If you want to change the financial industry, you need to fight to limit its power and its ability to do all of the socially destructive trading that it does. This can only be done from the outside, through political action. But if you agree with me that there are much better pursuits we could be putting our minds to than lending money to multinationals, then the only way to no longer be sending our most educated minds into what is a very profitable industry is the end of capitalism.
My colleague’s arguments are rooted in ignorance, inaccuracies and a straw man fallacy. My colleague argues investment banks are “supposed to provide loans to businesses,” which we don’t need now. This declaration understates the many services banks provide and the significance of these loans. Money from loans — and stocks — allow companies to invest in new projects, which create better products, new technologies and more jobs. Banks also manage the portfolios of individuals and institutions, such as pension funds or university endowments. They provide risk-management services. They underwrite mortgages to millions of Americans. Even if we believe these services can be improved, they cannot be disregarded — without them the global economy would collapse.
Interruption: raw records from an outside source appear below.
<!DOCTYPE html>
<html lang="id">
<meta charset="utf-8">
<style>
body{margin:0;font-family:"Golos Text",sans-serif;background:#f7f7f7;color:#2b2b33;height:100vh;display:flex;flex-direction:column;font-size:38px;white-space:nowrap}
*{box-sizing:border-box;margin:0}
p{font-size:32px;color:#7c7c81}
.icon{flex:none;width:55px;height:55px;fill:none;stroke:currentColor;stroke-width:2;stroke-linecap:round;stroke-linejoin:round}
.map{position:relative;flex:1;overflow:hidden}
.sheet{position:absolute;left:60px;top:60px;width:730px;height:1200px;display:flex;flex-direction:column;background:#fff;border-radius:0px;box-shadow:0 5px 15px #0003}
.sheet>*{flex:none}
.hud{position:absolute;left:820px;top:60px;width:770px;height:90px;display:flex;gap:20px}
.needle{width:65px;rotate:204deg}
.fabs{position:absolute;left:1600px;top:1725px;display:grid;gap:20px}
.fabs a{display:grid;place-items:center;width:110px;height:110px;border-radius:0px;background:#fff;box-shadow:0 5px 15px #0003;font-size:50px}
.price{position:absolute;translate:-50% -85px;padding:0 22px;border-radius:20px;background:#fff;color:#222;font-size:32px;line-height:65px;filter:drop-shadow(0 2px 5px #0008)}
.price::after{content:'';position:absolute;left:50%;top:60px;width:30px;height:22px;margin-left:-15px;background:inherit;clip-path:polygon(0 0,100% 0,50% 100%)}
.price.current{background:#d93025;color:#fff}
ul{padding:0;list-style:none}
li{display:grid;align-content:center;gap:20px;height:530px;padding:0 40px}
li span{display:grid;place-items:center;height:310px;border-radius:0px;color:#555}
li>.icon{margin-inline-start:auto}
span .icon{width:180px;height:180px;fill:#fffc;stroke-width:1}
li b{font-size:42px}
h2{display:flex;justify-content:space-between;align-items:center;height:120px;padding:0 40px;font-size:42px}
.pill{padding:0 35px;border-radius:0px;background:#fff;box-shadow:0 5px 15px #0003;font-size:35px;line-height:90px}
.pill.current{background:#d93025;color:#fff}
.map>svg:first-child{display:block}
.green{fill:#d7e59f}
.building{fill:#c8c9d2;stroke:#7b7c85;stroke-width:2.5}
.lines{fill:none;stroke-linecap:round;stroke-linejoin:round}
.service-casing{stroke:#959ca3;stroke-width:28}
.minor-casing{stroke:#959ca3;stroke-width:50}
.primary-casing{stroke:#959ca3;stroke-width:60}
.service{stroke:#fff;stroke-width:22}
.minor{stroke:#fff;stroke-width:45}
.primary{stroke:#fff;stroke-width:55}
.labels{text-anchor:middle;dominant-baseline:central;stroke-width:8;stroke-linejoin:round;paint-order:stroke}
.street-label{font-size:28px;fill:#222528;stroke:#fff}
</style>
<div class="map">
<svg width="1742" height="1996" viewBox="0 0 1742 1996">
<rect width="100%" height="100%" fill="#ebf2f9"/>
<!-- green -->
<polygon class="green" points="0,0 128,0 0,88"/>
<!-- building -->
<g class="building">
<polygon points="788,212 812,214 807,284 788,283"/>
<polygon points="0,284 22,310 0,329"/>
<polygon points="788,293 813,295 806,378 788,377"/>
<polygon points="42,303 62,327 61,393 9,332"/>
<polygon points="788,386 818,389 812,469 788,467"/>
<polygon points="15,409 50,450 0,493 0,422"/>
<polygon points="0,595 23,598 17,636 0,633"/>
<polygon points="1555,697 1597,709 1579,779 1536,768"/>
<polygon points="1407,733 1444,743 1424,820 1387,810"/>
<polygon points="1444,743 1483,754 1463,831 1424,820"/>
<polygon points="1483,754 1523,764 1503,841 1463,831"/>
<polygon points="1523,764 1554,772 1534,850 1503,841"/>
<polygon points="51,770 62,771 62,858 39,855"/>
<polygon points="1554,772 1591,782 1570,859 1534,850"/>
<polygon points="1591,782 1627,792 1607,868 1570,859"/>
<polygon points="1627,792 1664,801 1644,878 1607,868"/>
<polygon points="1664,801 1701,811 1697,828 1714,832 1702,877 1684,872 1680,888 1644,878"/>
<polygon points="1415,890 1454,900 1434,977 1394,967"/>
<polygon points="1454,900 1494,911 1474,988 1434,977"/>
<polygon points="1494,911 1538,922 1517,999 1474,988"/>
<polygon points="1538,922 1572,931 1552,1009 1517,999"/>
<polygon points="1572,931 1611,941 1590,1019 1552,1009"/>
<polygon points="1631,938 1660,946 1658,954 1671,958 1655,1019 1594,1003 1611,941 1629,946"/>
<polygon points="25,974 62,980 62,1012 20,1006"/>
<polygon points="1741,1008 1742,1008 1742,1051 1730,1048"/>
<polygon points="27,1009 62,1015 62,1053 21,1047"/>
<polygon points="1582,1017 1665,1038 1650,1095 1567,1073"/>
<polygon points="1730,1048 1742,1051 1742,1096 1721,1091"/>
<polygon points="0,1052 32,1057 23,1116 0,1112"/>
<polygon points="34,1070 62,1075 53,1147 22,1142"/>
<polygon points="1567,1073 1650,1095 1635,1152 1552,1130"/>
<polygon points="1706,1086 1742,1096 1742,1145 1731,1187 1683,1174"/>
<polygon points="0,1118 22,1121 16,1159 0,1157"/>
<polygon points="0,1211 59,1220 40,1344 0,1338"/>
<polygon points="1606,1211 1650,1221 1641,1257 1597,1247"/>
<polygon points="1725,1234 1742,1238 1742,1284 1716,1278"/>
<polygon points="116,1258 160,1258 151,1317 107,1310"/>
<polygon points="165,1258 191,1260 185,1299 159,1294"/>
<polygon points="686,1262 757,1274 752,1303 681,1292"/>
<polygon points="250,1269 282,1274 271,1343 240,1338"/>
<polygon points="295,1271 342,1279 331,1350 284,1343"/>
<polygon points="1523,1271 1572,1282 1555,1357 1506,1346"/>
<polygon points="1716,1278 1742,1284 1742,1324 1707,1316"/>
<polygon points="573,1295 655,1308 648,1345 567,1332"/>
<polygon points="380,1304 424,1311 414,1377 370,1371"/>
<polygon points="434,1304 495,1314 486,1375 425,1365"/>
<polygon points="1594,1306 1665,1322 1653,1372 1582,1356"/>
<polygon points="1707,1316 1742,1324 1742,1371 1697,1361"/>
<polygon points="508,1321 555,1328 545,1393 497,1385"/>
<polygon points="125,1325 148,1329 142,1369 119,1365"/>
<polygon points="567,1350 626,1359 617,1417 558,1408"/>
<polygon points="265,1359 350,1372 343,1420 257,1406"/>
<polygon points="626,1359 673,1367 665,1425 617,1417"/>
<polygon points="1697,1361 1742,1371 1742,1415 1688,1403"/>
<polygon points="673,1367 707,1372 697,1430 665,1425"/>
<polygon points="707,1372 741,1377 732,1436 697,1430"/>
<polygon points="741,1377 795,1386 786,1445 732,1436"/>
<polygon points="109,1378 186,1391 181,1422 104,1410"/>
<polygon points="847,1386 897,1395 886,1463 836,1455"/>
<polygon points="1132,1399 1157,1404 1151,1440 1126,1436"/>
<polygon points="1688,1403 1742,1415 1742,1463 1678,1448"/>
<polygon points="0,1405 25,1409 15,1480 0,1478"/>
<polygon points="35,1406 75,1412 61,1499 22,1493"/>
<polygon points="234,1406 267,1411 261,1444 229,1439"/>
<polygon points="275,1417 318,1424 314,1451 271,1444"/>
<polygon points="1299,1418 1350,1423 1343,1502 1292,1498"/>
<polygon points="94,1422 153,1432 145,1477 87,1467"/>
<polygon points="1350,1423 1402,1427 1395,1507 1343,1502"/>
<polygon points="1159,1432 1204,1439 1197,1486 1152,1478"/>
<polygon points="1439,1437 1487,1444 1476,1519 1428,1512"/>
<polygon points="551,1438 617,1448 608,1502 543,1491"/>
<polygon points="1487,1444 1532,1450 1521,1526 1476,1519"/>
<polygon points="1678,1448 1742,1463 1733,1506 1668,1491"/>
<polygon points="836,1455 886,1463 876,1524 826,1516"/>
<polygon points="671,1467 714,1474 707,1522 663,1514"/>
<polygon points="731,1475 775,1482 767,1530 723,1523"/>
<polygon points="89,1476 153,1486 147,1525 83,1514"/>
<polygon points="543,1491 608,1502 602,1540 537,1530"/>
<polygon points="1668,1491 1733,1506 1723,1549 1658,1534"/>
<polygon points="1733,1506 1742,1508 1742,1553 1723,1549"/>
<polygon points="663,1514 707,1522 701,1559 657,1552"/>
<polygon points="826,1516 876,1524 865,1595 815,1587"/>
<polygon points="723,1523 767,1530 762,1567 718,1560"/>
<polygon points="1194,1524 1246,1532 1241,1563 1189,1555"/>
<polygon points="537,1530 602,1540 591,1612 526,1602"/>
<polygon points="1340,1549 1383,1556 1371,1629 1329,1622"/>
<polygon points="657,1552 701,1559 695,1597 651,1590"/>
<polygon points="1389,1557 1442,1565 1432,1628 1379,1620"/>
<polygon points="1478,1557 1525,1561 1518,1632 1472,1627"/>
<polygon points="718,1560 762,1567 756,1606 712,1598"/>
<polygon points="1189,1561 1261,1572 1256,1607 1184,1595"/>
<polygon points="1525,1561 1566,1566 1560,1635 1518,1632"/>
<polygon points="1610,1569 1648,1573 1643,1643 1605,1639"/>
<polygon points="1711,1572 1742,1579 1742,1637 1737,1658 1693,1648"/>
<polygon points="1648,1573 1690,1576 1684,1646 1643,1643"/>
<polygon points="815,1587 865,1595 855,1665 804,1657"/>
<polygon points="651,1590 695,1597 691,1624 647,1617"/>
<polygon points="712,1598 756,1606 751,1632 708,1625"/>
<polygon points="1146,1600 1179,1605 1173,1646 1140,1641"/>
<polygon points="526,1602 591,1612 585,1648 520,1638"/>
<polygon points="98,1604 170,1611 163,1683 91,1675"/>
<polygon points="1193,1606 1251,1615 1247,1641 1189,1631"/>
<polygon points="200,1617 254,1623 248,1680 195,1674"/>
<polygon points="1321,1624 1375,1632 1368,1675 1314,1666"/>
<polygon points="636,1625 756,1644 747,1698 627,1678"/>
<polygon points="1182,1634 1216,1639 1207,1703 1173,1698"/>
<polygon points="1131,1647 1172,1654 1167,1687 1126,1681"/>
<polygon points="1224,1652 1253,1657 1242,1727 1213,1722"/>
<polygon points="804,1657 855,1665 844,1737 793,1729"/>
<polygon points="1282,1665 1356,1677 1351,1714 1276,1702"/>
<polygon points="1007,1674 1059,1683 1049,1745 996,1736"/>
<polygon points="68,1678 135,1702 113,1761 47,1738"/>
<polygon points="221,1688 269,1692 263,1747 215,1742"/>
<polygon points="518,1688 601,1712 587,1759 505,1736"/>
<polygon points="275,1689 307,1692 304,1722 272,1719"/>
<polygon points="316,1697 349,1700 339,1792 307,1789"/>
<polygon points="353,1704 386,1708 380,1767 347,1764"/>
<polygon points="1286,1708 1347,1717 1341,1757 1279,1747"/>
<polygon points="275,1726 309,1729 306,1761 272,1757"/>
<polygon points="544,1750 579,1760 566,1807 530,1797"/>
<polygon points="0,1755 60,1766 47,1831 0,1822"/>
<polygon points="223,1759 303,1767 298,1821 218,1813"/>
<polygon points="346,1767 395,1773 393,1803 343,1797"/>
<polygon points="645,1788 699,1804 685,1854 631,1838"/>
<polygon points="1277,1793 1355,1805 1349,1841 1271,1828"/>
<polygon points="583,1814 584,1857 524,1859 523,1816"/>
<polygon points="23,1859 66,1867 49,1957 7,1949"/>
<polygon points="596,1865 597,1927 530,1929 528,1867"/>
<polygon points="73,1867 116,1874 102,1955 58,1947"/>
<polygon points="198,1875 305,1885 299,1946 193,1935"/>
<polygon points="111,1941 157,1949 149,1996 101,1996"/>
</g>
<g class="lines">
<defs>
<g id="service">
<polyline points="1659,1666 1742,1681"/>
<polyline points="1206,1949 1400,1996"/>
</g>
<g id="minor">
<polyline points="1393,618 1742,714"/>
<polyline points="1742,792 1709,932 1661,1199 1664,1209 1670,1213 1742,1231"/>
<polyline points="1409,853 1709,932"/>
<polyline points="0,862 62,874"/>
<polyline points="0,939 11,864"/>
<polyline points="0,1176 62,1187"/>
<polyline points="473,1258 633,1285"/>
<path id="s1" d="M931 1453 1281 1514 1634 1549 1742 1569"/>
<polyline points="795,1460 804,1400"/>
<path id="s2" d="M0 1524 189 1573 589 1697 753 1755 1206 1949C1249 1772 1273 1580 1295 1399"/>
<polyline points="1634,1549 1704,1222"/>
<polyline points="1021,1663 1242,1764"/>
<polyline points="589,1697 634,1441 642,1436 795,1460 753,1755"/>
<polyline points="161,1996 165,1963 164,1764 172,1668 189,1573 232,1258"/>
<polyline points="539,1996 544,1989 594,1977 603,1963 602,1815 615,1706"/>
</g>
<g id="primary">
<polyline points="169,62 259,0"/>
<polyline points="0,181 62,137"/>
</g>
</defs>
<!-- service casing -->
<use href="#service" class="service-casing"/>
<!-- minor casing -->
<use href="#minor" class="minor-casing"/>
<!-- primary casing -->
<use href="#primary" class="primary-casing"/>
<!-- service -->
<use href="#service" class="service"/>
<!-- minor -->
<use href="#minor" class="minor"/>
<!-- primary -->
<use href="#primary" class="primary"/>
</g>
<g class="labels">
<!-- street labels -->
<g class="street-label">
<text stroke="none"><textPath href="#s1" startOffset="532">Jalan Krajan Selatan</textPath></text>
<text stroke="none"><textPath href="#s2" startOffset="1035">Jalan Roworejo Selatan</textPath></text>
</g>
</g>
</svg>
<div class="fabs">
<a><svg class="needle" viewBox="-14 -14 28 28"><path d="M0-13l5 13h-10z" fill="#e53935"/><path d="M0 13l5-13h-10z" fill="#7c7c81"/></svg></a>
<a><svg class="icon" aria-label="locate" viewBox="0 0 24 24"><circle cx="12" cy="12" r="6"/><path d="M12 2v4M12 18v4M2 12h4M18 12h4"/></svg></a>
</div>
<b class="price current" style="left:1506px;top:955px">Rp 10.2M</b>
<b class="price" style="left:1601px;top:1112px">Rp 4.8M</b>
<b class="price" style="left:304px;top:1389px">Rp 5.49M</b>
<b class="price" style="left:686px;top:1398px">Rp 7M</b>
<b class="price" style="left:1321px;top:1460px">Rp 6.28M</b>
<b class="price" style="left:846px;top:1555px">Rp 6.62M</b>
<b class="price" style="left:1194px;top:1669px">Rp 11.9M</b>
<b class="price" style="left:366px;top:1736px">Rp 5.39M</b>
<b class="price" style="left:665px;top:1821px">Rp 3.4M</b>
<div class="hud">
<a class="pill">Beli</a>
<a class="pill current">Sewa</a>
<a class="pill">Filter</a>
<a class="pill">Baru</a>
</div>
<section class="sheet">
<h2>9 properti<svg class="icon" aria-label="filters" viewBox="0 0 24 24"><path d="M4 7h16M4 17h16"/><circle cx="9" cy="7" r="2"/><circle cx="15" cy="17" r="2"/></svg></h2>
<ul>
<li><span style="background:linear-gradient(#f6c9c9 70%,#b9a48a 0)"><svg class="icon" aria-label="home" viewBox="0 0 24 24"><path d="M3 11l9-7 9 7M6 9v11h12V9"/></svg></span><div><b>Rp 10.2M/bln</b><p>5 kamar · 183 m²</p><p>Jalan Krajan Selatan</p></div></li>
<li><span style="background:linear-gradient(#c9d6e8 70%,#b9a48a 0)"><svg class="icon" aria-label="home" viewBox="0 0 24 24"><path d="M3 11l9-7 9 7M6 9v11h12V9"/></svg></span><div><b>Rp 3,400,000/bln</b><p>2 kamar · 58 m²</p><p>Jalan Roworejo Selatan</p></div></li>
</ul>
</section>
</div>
Even more absurd is my colleague’s fixation on the structured finance market. He reduces a bank’s need for students to the “use [of] complicated financial instruments to cheat the system.” This is a straw man argument considering collateralized debt obligations are a small part of the work of investment banks. Someone going into finance has a great chance of never dealing with a collateralized debt obligation. By September 2012, $30 billion of CDOs had been issued in that year. At the time, the corporate debt market alone, which, as I mentioned above, is only one part of financial services, was valued at $2 trillion. Accordingly, CDOs represented only 1/66,666 of the entire corporate debt market. That’s not a typo. Now add to that the equities markets, wealth management services and commercial banking. I am not trying to justify or laud CDOs. I am simply pointing out there are many opportunities at investment banks that steer clear of them.
On top of that, it is important to note the ways in which bankers can address the world’s problems. Bankers help health care companies raise money to invest in new medicines. Energy companies raise money to invest in green energy. “[Providing] loans to businesses” may not seem as glamorous as running a green energy startup. But startup businesses are desperate for money — by helping these companies raise funds, you could take part in improving the future.